El segundo Chile VA! tuvo grandes figuras, Maturana, Flores, y también Guillermo Chong, el maestro de la tierra que nos mostraba cómo las piedras le hablaban de la historia de un planeta vivo que solo éramos capaces de ver en una fracción tan ínfima como un quark. En el tercero, en enero del 2012, me cautivó Miguel Nussbaum, un maestro de la tecnología vinculada a la educación. Me maravilló descubrir en él, esa intensidad de probar una y otra cosa en las aulas teniendo la motivación y a los aprendices, también al centro de la experiencia educativa. Y en el cuarto, me sorprendí de descubrir que la ingeniería no había perdido esa magia de antaño de estar realmente ocupando el ingenio para el diseño de grandiosos avances para la humanidad. Las prótesis y las naves espaciales se me aparecían como diseños en equipo con cientos de miles de reflexiones históricas integradas en aplicaciones múltiples, y sin embargo, se valoraba la espectacularidad del diseño del cuerpo humano y de la naturaleza.

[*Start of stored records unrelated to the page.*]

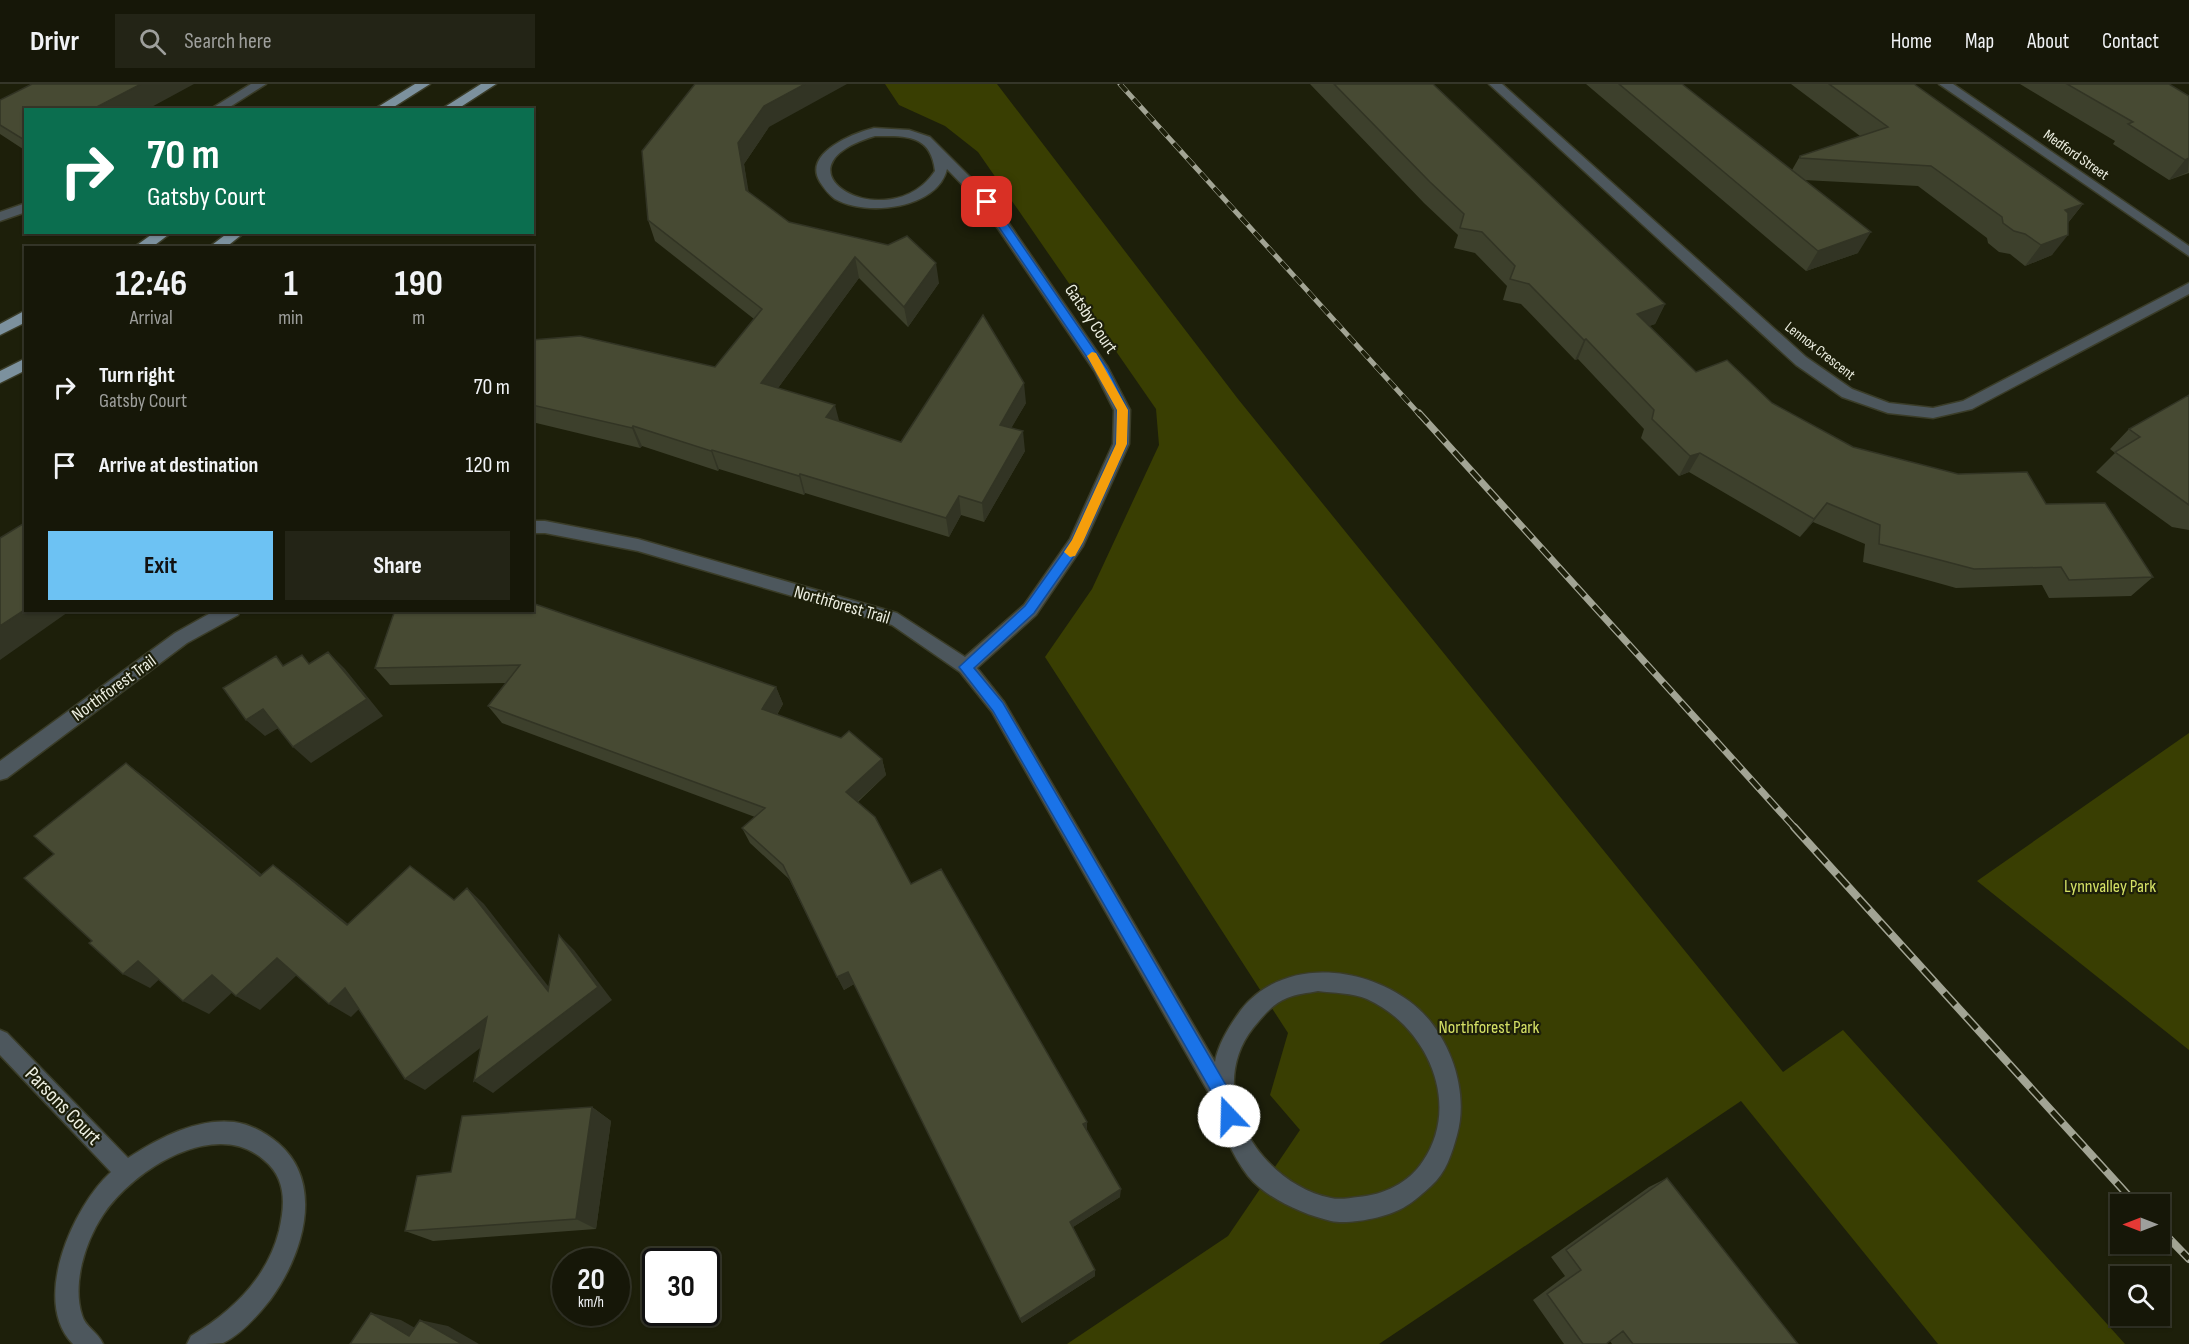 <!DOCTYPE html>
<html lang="en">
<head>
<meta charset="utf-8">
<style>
	:root { --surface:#161708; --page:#232416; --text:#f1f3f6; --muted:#9e9f9c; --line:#353629; --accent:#6dc2f3 }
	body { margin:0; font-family:"Sofia Sans Condensed",sans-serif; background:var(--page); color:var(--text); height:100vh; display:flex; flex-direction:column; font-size:22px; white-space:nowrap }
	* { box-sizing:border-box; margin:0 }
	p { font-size:20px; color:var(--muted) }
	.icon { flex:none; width:33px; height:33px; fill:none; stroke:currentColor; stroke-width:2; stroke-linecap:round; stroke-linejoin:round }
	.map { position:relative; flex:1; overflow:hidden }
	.sheet { position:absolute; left:24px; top:162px; width:510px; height:366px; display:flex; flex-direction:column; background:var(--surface); border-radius:0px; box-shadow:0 2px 4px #0004,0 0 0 2px var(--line) }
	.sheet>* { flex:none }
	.top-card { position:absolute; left:24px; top:24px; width:510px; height:126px; border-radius:0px; box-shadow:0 2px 4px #0004,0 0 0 2px var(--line); background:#0b6e4f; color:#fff; overflow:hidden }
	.needle { width:39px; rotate:270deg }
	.tools { position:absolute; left:2110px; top:1110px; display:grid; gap:12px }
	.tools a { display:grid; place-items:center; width:60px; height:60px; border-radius:0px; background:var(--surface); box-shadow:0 2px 4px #0004,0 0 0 2px var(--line); font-size:30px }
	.speed { position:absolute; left:552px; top:1164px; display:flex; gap:12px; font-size:30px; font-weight:700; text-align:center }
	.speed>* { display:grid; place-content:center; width:78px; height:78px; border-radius:50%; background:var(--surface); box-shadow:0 2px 4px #0004,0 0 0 2px var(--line); line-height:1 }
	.speed small { font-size:15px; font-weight:400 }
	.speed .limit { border:3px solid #111; border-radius:9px; background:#fff; color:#111 }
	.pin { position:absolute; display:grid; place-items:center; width:51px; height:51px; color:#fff; margin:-26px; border-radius:12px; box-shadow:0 3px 9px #0006 }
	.me { position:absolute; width:66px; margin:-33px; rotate:339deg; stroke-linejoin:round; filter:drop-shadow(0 0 4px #0008) }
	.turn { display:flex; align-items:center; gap:21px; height:126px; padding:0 24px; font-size:27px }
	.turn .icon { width:78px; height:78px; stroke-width:2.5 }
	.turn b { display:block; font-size:42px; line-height:51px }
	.eta { display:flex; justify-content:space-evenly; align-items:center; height:102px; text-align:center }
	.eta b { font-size:36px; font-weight:700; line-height:42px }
	.action { display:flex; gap:12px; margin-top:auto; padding:12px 24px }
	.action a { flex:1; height:69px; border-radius:0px; background:var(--accent); color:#111; font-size:24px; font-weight:700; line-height:69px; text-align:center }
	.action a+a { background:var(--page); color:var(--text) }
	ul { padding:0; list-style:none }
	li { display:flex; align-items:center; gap:18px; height:78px; padding:0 24px }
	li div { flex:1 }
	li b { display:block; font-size:22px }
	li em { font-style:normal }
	header { display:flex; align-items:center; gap:36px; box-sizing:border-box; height:84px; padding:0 30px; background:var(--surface); border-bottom:2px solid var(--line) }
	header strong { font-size:28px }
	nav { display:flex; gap:33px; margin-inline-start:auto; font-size:21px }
	.search { width:420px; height:54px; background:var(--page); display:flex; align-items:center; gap:15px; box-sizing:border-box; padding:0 21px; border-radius:0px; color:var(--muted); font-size:22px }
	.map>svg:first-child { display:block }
	.green { fill:#393e02 }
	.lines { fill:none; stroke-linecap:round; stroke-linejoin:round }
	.minor-casing { stroke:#3a3c28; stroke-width:3 }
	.major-casing { stroke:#3a3c28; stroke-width:3 }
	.minor { fill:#4d575d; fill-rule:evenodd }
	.major { fill:#7c919e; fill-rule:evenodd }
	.rail-far2-casing { stroke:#a2a494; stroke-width:5 }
	.rail-far1-casing { stroke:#a2a494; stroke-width:7 }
	.rail-casing { stroke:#a2a494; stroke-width:8 }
	.rail-far2 { stroke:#1d1f0a; stroke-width:4; stroke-dasharray:10; stroke-linecap:butt }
	.rail-far1 { stroke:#1d1f0a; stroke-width:4.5; stroke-dasharray:13; stroke-linecap:butt }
	.rail { stroke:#1d1f0a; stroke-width:5; stroke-dasharray:16; stroke-linecap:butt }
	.wall { fill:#3d402c }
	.shaded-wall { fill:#323424 }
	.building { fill:#474a33; stroke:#323424; stroke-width:1.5 }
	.route { fill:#1a73e8; stroke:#114b97; stroke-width:1.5 }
	.slow { fill:#f59e0b }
	.labels { text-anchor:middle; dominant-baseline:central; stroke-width:4.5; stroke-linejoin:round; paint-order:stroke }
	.far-street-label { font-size:15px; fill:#edefe2; stroke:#1d1f0a }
	.street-label { font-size:18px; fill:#edefe2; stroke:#1d1f0a }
	.park-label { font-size:18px; fill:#d4e065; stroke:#1d1f0a }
	.near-street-label { font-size:21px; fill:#edefe2; stroke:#1d1f0a }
</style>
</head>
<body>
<header>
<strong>Drivr</strong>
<div class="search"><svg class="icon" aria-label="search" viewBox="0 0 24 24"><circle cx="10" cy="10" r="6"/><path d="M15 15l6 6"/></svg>Search here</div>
<nav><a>Home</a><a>Map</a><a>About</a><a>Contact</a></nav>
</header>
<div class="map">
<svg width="2189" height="1260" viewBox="0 0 2189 1260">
	<rect width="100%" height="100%" fill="#1d1f0a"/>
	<path class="green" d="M885,0H997L1238,315L1783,988L1843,946L2125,1260H1938L1741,1017L1379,1260H1067L1228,1152L1300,1046L1270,1011L1288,949L1045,573L1092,505L1159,361L1156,325L978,68L945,42L899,21Z
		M2189,649V966L1977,797Z"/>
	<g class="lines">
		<defs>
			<path id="minor" d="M251,0H266L225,26H209Z
				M1489,0H1502L1806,273L1852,305L1889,319L1933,324L1963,317L2189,199V210L1972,325L1933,334L1888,329L1842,313L1796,281Z
				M1939,0H1953L2189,162V172Z
				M874,44L909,46L930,53L992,115L1107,282L1130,326L1129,360L1083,462L1036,531L977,584L1004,618L1215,978C1218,960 1230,941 1241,926C1282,874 1360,881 1409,917C1448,945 1470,1005 1457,1051C1452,1069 1446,1089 1431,1102C1423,1109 1415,1117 1406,1122C1390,1133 1350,1141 1331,1137C1304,1131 1266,1114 1248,1092C1231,1070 1222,1045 1214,1018L992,628L960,588L892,541L638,467L545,449H532V437H545L638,455L897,529L965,573L1024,521L1070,455L1113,360L1114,326L1095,288L982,121L947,85C938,125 866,133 835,115C828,110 824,104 820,98C802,69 854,49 874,44ZM875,52C906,52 931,50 935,87C889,156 764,85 875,52ZM1318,907C1333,909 1353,909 1367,915C1427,942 1462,1020 1423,1077C1409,1099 1383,1111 1358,1113C1350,1114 1339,1116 1331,1114C1259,1099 1203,1008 1253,944C1263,932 1272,920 1287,914C1296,910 1308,909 1318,907Z
				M26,119V128L0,137V128Z
				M216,526H240L238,531L187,559L7,694L0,696V677L175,549Z
				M0,946L7,949L128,1074C159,1054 196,1034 234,1038C250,1040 266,1049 278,1059C326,1100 302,1173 270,1216C258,1231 241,1251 223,1259C214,1260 197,1260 187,1260L191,1252C232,1228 267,1194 279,1147C285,1121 287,1095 264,1076C215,1033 133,1086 103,1131C85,1158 72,1200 82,1231C85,1243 98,1248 103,1260H73C30,1217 74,1121 111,1088L0,971Z"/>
			<path id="major" d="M415,0H430L389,26H373Z
				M481,0H496L456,26H440Z
				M155,148H172L151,164H133Z
				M229,148H245L225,164H208Z
				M26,226V238L0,251V240Z
				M26,274V286L0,299V287Z"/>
		</defs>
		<use href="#minor" class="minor-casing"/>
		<use href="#major" class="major-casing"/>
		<use href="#minor" class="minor"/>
		<use href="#major" class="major"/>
		<defs>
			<path id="rail-far2" d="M1120,0L1420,331"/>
			<path id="rail-far1" d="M1419,329L1795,744"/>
			<path id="rail" d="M1794,743L2136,1120
				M2160,1145L2189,1175"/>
		</defs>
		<use href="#rail-far2" class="rail-far2-casing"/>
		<use href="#rail-far1" class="rail-far1-casing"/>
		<use href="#rail" class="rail-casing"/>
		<use href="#rail-far2" class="rail-far2"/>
		<use href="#rail-far1" class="rail-far1"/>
		<use href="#rail" class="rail"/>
	</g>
	<path class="wall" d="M1310,0H1433L1665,220L1655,240L1649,242L1696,288L1772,319L1853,363L2046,420L2153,493L2131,512L2049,514L2042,501L1956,504L1863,478L1865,460L1813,438L1800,453L1689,388L1679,392L1641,354L1644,345L1578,275L1575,276L1521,220L1503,216L1507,202L1475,169L1454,164L1458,151L1424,119Z
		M1586,0H1682L1792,86L1800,72L1860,52L1791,0H1914L2083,120L2068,139L2052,171L2025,182L2010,170L1999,168L1988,159L1987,154L1918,102L1804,96L1858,169L1806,187Z
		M2020,0H2169L2189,12V89L2169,96L2113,60L2115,57Z
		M0,16L26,26V67L0,50Z
		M769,43L744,80L748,108L789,138L939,199L908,243L859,194L778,304L839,337L901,358L1026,319L1011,344L1025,367L984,438L961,431L949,453L805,409L804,411L719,385L718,387L642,362L640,364L532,338V256L715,283L754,235L655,157L648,136Z
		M2189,311V446L2172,443L2096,388L2115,369L2110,365L2129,345Z
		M395,526L776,603L783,620L777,631L882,675L886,691L858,718L911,800L1087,1046L1120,1113L1073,1143L1095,1186V1192L1022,1239L854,900L844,906L789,795L750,759L742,744L755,733L502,639L488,622L506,599L390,601L375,584Z
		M592,1023L611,1037L596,1145L433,1157L405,1147L451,1088Z
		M1667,1094L1798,1260H1612L1610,1257L1606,1260H1564L1533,1216L1565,1192L1551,1173L1649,1103Z"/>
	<path class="shaded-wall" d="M141,0H194L146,26H91Z
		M805,0H847L769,43L744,80L752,127L746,106L738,59L764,22Z
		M2189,74L2188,88L2169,96L2185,76Z
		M2083,120L2067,140L2065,126Z
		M1871,148L1858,169L1806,187L1818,167Z
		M2068,151L2052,171L2025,182L2041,161Z
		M855,173L859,194L767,319L761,299Z
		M936,179L939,199L908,243L904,223Z
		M1665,220L1655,240L1627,250L1637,230Z
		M1586,255L1578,275L1575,276L1584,256Z
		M1024,299L1026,319L1002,360L1000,341Z
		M835,321L840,340L826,333Z
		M633,342L642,362L640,364L632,344Z
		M1023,347L1025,367L984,438L982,419Z
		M712,366L719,385L718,387L711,367Z
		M1700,369L1689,388L1679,392L1690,372Z
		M800,390L805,409L804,411L799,392Z
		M959,412L961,431L949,453L946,434Z
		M1827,419L1813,438L1800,453L1814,435Z
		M26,525V526H71L0,576V542Z
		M328,568L345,585L383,632L311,679L293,663Z
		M776,603L783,620L770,642L762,625Z
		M263,625L282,642L265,652L246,636Z
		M882,675L886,691L851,723L846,708Z
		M126,679L150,697L283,808L260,792Z
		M273,781L295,797L368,856L347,841Z
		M467,804L484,820L563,921L548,907Z
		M559,851L574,866L612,916L493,1009L474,997L598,903Z
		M277,874L299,889L260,926L236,912Z
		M138,877L164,891L150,904L123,890Z
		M848,888L854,900L844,906L837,893Z
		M212,891L237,904L209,930L183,917Z
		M345,904L366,918L351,933L329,920Z
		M487,933L504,946L425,1006L405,995Z
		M592,1023L611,1037L596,1145L576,1135Z
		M1087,1038V1047L1083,1040Z
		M1121,1105L1120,1113L1070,1145V1138Z
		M1095,1186V1192L1022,1239L1020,1235Z
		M371,1229L401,1236L438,1257L409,1252Z
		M420,1236L448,1242L479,1260H462Z"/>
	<path class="building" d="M32,0H141L91,26H26V57L0,41V16Z
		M695,0H805L764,22L738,59L746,106L789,138L888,161L907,152L936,179L904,223L855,173L761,299L835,321L826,333L901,358L983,231L1024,299L1000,341L1023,347L982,419L959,412L946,434L800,390L799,392L712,366L711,367L633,342L632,344L532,321V256L580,252L715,283L762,225L648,136L642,67Z
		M1334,0H1433L1665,220L1637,230L1696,288L1727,276L1772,319L1853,363L1958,390L2027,388L2046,420L2105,419L2153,493L2069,496L2061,483L1974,485L1879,460L1880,441L1827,419L1814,435L1700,369L1690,372L1652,335L1654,326L1586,255L1584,256L1529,200L1510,195L1515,182L1482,148L1460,144L1464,130L1430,98Z
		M1619,0H1682L1871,148L1818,167Z
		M1829,0H1914L2083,120L2065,126L2068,129V151L2041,161L2025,150L2014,147L2003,139L2002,133L1931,82L1800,74V72L1888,43Z
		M2067,0H2169L2189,12V74L2185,76L2128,40L2133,38Z
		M2189,311V421L2115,368L2140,353L2129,345Z
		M26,438V525L0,542V454Z
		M532,519L776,603L762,625L841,654L849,647L882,675L846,708L875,733L911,800L941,785L1087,1038L1083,1040L1121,1105L1070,1138L1095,1186L1020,1235L848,888L837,893L783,781L742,744L765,724L488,622L520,581L375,584L395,526H532Z
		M328,568L367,615L293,663L263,625L246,636L223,604L276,572L283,582L302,571L309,580Z
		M126,679L260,792L273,781L347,841L410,782L454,816L467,804L548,907L559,851L598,903L474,997L487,933L405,995L345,904L329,920L277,874L236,912L212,891L183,917L138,877L123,890L89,859L92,857L24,794L54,770L34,752Z
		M592,1023L576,1135L405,1147L417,1092L451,1088L462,1032Z
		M1667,1094L1798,1260H1633L1623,1247L1606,1260H1583L1547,1210L1581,1186L1566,1166Z
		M371,1229L409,1252L420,1236L462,1260H350Z"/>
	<path class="route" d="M987,115L991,116L1108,286L1128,326L1127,360L1081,462L1034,529L974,584L1003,619L1230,1008L1237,1032L1235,1038L1229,1040L1223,1038L1217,1017L993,627L959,583L1025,522L1072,456L1116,360L1117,326L1097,288L982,118Z"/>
	<path class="slow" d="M1092,268L1096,269L1128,326L1127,360L1083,458L1075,472L1070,473L1064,468L1072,456L1116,360L1117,326L1087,272Z"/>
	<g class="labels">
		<g class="far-street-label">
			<text transform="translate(2076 71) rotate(35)">Medford Street</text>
			<text transform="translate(1820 267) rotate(38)">Lennox Crescent</text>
		</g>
		<g class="street-label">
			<text transform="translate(1091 235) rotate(56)">Gatsby Court</text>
			<text transform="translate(842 521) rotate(16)">Northforest Trail</text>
			<text transform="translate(114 604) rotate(-36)">Northforest Trail</text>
		</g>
		<g class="park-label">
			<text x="2110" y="802">Lynnvalley Park</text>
			<text x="1489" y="943">Northforest Park</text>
		</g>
		<g class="near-street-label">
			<text transform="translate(63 1022) rotate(46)">Parsons Court</text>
		</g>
	</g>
</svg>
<div class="tools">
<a><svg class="needle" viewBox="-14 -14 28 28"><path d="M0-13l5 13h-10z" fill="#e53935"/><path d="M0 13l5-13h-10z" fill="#9e9f9c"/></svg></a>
<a><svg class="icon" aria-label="search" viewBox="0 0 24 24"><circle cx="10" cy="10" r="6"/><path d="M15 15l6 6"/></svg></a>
</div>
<div class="speed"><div>20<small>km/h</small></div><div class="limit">30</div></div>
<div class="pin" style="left:987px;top:118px;background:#d93025"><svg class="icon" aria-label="arrive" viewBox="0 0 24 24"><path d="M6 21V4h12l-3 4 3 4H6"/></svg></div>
<svg class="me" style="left:1229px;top:1032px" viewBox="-20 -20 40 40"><circle r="19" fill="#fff"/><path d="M0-13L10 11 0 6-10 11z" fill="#1a73e8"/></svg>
<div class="top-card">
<div class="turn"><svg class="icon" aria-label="right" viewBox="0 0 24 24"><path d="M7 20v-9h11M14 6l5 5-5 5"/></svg><div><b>70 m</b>Gatsby Court</div></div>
</div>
<section class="sheet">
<div class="eta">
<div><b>12:46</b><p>Arrival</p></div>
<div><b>1</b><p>min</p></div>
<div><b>190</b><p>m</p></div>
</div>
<ul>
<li><svg class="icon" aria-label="right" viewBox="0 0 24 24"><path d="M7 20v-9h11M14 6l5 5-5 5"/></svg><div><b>Turn right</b><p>Gatsby Court</p></div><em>70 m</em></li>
<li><svg class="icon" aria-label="arrive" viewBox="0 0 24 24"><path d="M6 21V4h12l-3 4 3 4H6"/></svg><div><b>Arrive at destination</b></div><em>120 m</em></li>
</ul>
<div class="action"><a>Exit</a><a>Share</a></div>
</section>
</div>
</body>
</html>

Son ya cuatro Chile VA! 555 chilevanenses. Los conozco a todos, aunque hay un grupo al que estoy unida. Son los tutores y el equipo de apoyo. Los tutores son una figura intermedia entre participante y monitor, son chicos que ya han participado de algún CHVA! y que quieren seguir. Aunque la función de ellos es apoyar en el registro gráfico, en las bitácoras y en las actividades, su rol es muchísimo mayor y de importancia transversal. El grupo de tutores y el de apoyo es la conexión entre generaciones de Chile VA!, es el vínculo entre todos los participantes, más allá de su familia, es el corazón del Chile VA! reproduciéndose una y otra vez. Son las figuras visibles de un grupo completo que está detrás y que acompaña las lecturas de las bitácoras, las reflexiones y responde a las dudas de los ansiosos seleccionados que lo único que quieren es que el encuentro parta luego. Son los chiquillos/as aperrados que tejen la red para atrás, que transmiten a sus compañeros las charlas y momentos del Chile VA! como una ventana hacia sus propios campamentos, que le dan sentido a las jornadas de cierre y que invitan al día de la flor, del mensaje o de lo que surja. Y a este grupo es al que me apego y cada final del Chile VA! es del que me cuesta despedirme alegremente con un "que les vaya bien". Son los de la pena buena. De los que he aprendido del vínculo y del desapego. Los quiero mucho. A cada uno: Jordan, Carito, Chihua, Idalmis, Pauly, Ale , Eric, Papo, Axel, Galo, Zeta, Roberto y Maxi. (abrazo).
Me encanta mi trabajo y me gusta compartirlo con quienes también lo gozan y le ven y dan sentido. Gracias, entonces, a los participantes, a los charlistas, a los monitores, pero sobre todo gracias a los tutores y gracias a aquellos con los que hemos compartido el trabajo en el Chile VA! desde sus inicios, especialmente a Camilo, Raúl, Pedro, Papa, Javier, Sandra y Jaime.
Tengo la certeza de que cada vez que ocurre un Chile VA! hay una marca nueva que queda en el mismo universo, un flujo de energía se dispara y cambia absolutamente el curso de todas nuestras vidas. Prepárense porque las generaciones del Chile VA! están entrando a las universidades, a los colegios y a la vida misma y vienen con todo el POWER!